I’d been going back and forth. The movie’s been advertised really heavily in my ultra-Orthodox Jewish neighborhood. Some days, it was hard to walk down the sidewalk, because it was cluttered with leaflets for the film. I wasn’t sure if it was My Sort of Thing, but based on this review, I may have to seek it out.

halavana
halavana
Wed, Jul 19, 2017 8:26pm

*facepalm* this could be set in just about any Baptist church I remember from when I was a kid. new pastor comes in, tries to put us all in our place. finds himself put in his. thanks for the review.

MaryAnn Johanson
reply to  halavana
Thu, Jul 20, 2017 9:07am

Why *facepalm*?

halavana
halavana
reply to  MaryAnn Johanson
Thu, Jul 20, 2017 4:17pm

oh, just remembering a couple of “men in authority” who forgot they weren’t Moses.

cinderkeys
Sun, Aug 27, 2017 12:35am

Awww, this movie was lovely. You really don’t have to be Jewish to like it.
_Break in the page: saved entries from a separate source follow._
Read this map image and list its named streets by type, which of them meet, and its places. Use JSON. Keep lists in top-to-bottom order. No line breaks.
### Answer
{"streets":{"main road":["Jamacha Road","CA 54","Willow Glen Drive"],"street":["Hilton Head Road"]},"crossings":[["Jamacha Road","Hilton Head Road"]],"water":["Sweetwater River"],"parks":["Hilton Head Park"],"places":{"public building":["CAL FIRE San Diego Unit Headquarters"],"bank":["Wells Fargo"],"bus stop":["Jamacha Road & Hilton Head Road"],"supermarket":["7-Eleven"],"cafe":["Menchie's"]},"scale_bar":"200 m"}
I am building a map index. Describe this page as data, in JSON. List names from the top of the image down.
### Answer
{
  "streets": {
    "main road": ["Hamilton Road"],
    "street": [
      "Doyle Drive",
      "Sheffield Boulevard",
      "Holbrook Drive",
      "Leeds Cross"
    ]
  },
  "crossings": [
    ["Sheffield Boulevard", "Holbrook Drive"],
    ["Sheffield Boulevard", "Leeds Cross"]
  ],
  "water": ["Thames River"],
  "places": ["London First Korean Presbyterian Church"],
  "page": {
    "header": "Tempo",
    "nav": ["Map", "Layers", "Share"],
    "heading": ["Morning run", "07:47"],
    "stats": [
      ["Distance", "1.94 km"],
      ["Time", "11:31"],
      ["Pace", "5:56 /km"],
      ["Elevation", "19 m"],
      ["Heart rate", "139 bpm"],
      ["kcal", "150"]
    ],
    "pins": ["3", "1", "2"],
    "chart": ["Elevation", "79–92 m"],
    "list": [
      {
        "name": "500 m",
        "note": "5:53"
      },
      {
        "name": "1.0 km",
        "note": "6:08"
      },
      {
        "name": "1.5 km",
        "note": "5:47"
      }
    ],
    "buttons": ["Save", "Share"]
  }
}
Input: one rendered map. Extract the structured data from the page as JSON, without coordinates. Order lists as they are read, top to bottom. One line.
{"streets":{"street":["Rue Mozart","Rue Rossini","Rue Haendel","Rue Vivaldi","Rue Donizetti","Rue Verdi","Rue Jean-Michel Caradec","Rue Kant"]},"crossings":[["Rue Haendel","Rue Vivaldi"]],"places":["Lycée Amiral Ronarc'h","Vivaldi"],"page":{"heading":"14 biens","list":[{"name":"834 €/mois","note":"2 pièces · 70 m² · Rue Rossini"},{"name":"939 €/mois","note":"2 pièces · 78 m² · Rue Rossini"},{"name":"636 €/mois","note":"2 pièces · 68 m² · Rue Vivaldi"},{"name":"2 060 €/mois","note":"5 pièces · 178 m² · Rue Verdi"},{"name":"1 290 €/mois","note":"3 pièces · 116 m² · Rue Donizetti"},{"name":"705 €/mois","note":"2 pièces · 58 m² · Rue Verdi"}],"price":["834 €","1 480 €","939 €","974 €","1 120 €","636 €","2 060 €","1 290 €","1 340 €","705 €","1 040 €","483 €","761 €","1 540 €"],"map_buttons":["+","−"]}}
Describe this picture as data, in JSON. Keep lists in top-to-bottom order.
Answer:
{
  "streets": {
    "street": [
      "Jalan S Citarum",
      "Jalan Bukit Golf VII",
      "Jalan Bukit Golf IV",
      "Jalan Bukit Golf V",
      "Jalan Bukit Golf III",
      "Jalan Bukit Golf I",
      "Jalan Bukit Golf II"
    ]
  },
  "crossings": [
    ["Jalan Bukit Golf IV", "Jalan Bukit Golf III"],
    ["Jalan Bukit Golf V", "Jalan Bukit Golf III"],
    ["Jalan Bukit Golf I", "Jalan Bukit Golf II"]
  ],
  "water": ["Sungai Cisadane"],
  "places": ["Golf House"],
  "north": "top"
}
That said, it made me nostalgic for my Jewish upbringing even though my family and others in my community were Reform and Conservative—no special women’s section needed.

Re “a lot more conservative than even these Orthodox Jews”: While I don’t know any Orthodox people personally, I do know that the degree of Orthodox-ness can vary quite a bit. Think of the little Hasidic kid who hung out in Zion’s store, the one who for a while was barred by his own community from going in there, presumably because Zion was too outside-worldly.

I got a grin out of the early scene where one of the kids flips off a machine during Sabbath (not allowed), and after he won’t flip it back on, the woman who caught him at it surreptitiously turns it on herself. She follows the rules, but she doesn’t believe God will really care all that much if she fudges them every once in a while.